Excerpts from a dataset
◆ ◆ ◆ ◆ ◆
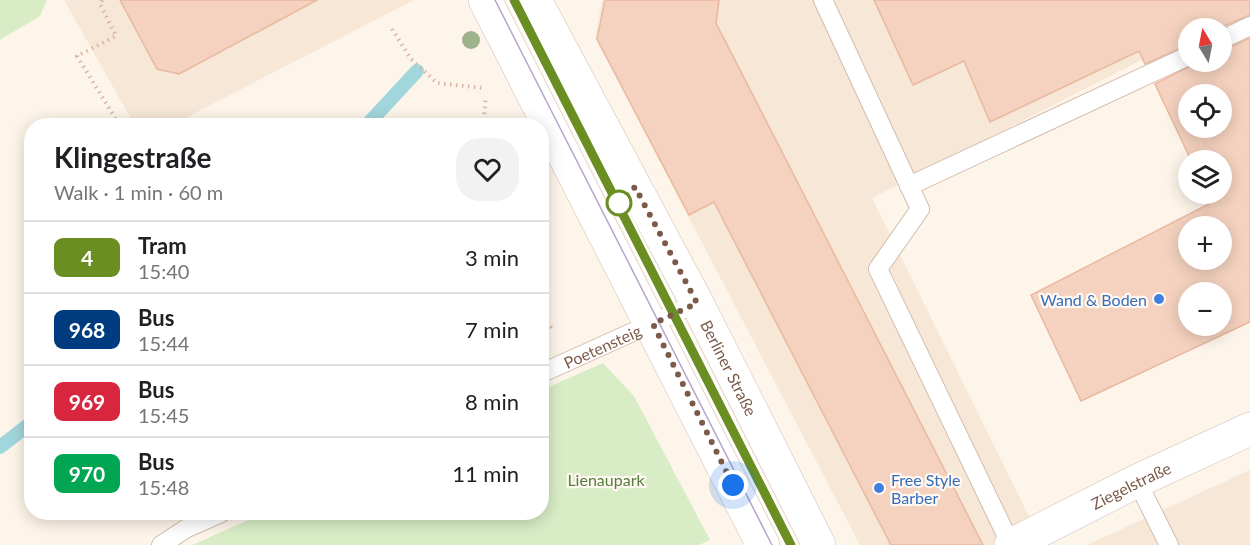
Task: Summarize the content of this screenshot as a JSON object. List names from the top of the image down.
{
  "streets": {
    "street": ["Berliner Straße", "Ziegelstraße"],
    "lane": ["Poetensteig"]
  },
  "crossings": [
    ["Poetensteig", "Berliner Straße"]
  ],
  "parks": ["Lienaupark"],
  "places": ["Wand & Boden", "Free Style Barber"],
  "lines": ["tram line 4"],
  "north": "top",
  "page": {
    "map_buttons": ["+", "−"],
    "heading": ["Klingestraße", "Walk · 1 min · 60 m"],
    "list": [
      {
        "mark": "4",
        "name": "Tram",
        "note": "15:40",
        "value": "3 min"
      },
      {
        "mark": "968",
        "name": "Bus",
        "note": "15:44",
        "value": "7 min"
      },
      {
        "mark": "969",
        "name": "Bus",
        "note": "15:45",
        "value": "8 min"
      },
      {
        "mark": "970",
        "name": "Bus",
        "note": "15:48",
        "value": "11 min"
      }
    ]
  }
}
◆ ◆ ◆ ◆ ◆
The records above are to be transcribed exactly, with every picture left out.

● **ANSWER SECTION**
Task: Summarize the content of this screenshot as a JSON object. List names from the top of the image down.
{
  "streets": {
    "street": ["Berliner Straße", "Ziegelstraße"],
    "lane": ["Poetensteig"]
  },
  "crossings": [
    ["Poetensteig", "Berliner Straße"]
  ],
  "parks": ["Lienaupark"],
  "places": ["Wand & Boden", "Free Style Barber"],
  "lines": ["tram line 4"],
  "north": "top",
  "page": {
    "map_buttons": ["+", "−"],
    "heading": ["Klingestraße", "Walk · 1 min · 60 m"],
    "list": [
      {
        "mark": "4",
        "name": "Tram",
        "note": "15:40",
        "value": "3 min"
      },
      {
        "mark": "968",
        "name": "Bus",
        "note": "15:44",
        "value": "7 min"
      },
      {
        "mark": "969",
        "name": "Bus",
        "note": "15:45",
        "value": "8 min"
      },
      {
        "mark": "970",
        "name": "Bus",
        "note": "15:48",
        "value": "11 min"
      }
    ]
  }
}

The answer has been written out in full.